Despite the limitations, our study contributes to the literature on widowhood and health of the surviving spouse in several important ways. First, our results help identify a subgroup that is particularly vulnerable to the adverse consequences of widowhood: those who were previously in age heterogamous unions. By doing so, it adds to the literature on the consequences of widowhood by showing that the emotional responses to widowhood vary depending on spousal choice decisions, patterns of marital sorting, and sociodemographic similarities between spouses. Second, we contribute to the sparse literature on the consequences of age heterogamy by documenting variations in mental and physical health according to marital status and spousal age gap and by extending the scope of analyses to include outcomes other than mortality. Third, we test previously proposed explanations to account for health disparities by the spousal age gap, a topic which has received considerable attention but has been seldom empirically tested (Drefahl, 2010). Finally, we address these questions using a rich data set such as the WLS, which counts with exceptionally high retention rates, employs a longitudinal design creating auspicious circumstances for proper temporal ordering, and tends to have a lower per-item missing rate on key variables relevant for our study (e.g., marital quality) than other data sets.

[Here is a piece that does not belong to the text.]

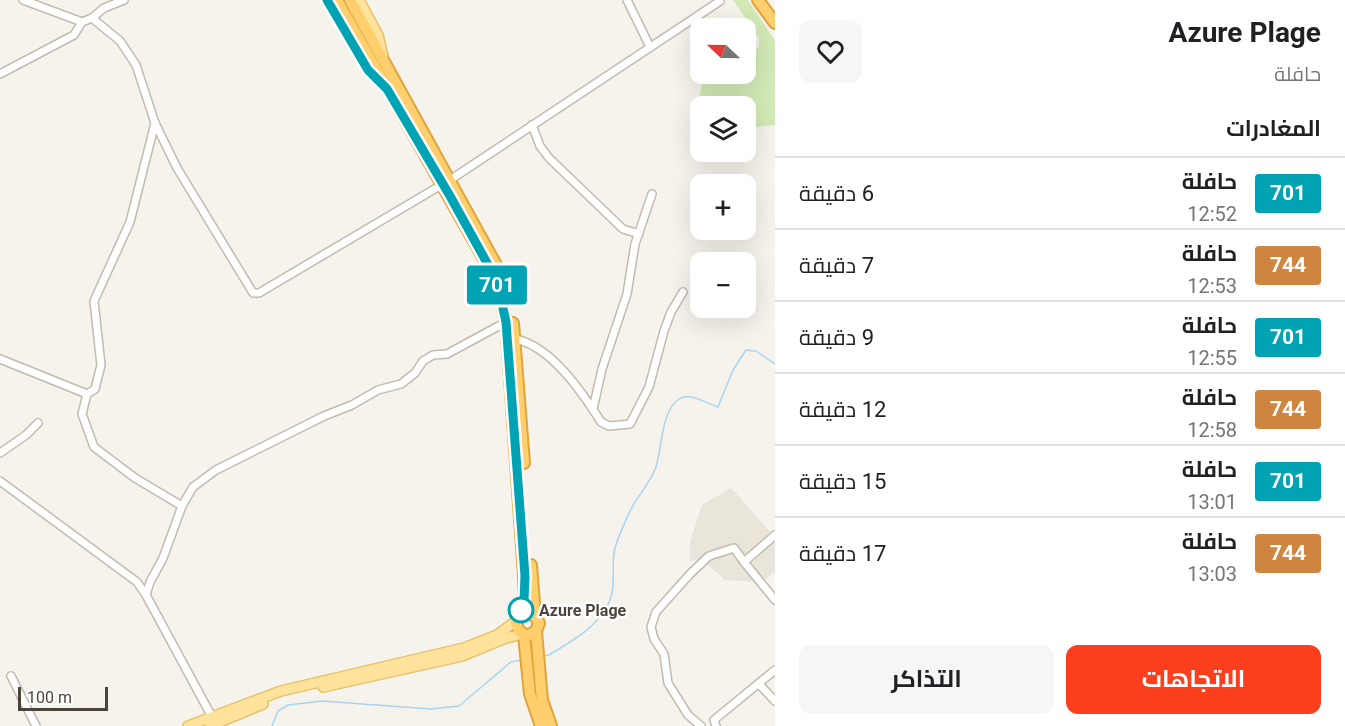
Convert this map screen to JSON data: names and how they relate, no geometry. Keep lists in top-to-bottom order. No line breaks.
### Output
{"places":["Azure Plage"],"lines":["bus line 701"],"scale_bar":"100 m","north":"left","page":{"heading":[["Azure Plage","حافلة"],"المغادرات"],"on_map":"701","map_buttons":["+","−"],"list":[{"mark":"701","name":"حافلة","note":"12:52","value":"6 دقيقة"},{"mark":"744","name":"حافلة","note":"12:53","value":"7 دقيقة"},{"mark":"701","name":"حافلة","note":"12:55","value":"9 دقيقة"},{"mark":"744","name":"حافلة","note":"12:58","value":"12 دقيقة"},{"mark":"701","name":"حافلة","note":"13:01","value":"15 دقيقة"},{"mark":"744","name":"حافلة","note":"13:03","value":"17 دقيقة"}],"buttons":["الاتجاهات","التذاكر"],"scale":"100 m"}}
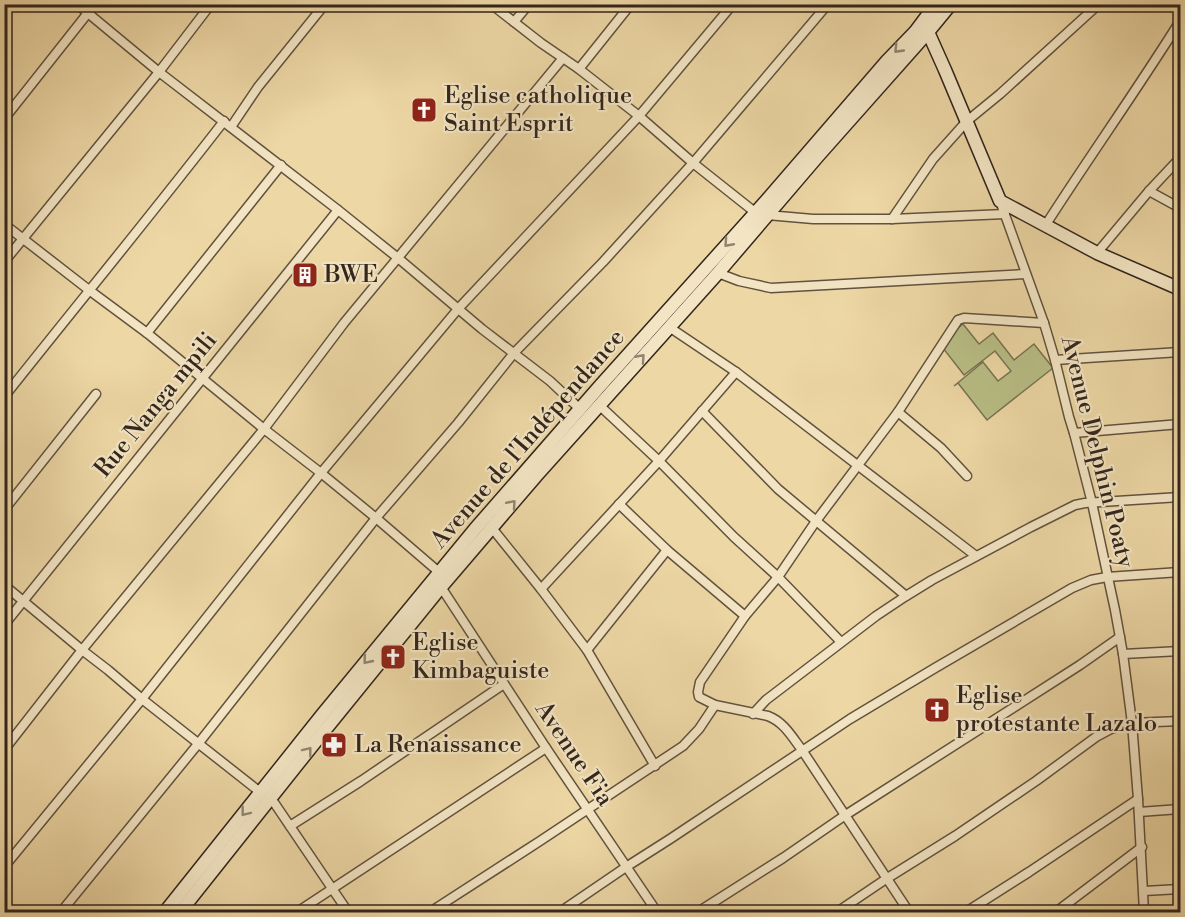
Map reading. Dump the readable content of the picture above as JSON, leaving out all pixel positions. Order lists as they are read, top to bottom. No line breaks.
{"streets":{"street":["Rue Nanga mpili","Avenue de l'Indépendance","Avenue Delphin Poaty","Avenue Fia"]},"crossings":[["Avenue de l'Indépendance","Avenue Delphin Poaty"],["Avenue de l'Indépendance","Avenue Fia"]],"places":{"church":["Eglise catholique Saint Esprit","Eglise Kimbaguiste","Eglise protestante Lazalo"],"building":["BWE"],"pharmacy":["La Renaissance"]}}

Our findings underscore the opportunity for future work that will build upon the current study results. First, we recommend further examination of gender differences in the consequences of age heterogamous unions, paying close attention to differences between older male–younger female couples and older female–younger male couples. We were unable to disentangle these differences because of sample size issues surrounding the subpopulation of widowed persons in age heterogamous unions. Second, future work would benefit from investigating the dynamics of racial and ethnic differences in the link between widowhood, age heterogamy, and health of the surviving spouse. This is of interest given that age heterogamy is more prevalent among Hispanic and Asian couples relative to their White counterparts (Vera et al., 1985). Finally, the current state of the literature would benefit from examining cohort differences and the length of widowhood as potential covariates in the relationship between widowhood and late life health.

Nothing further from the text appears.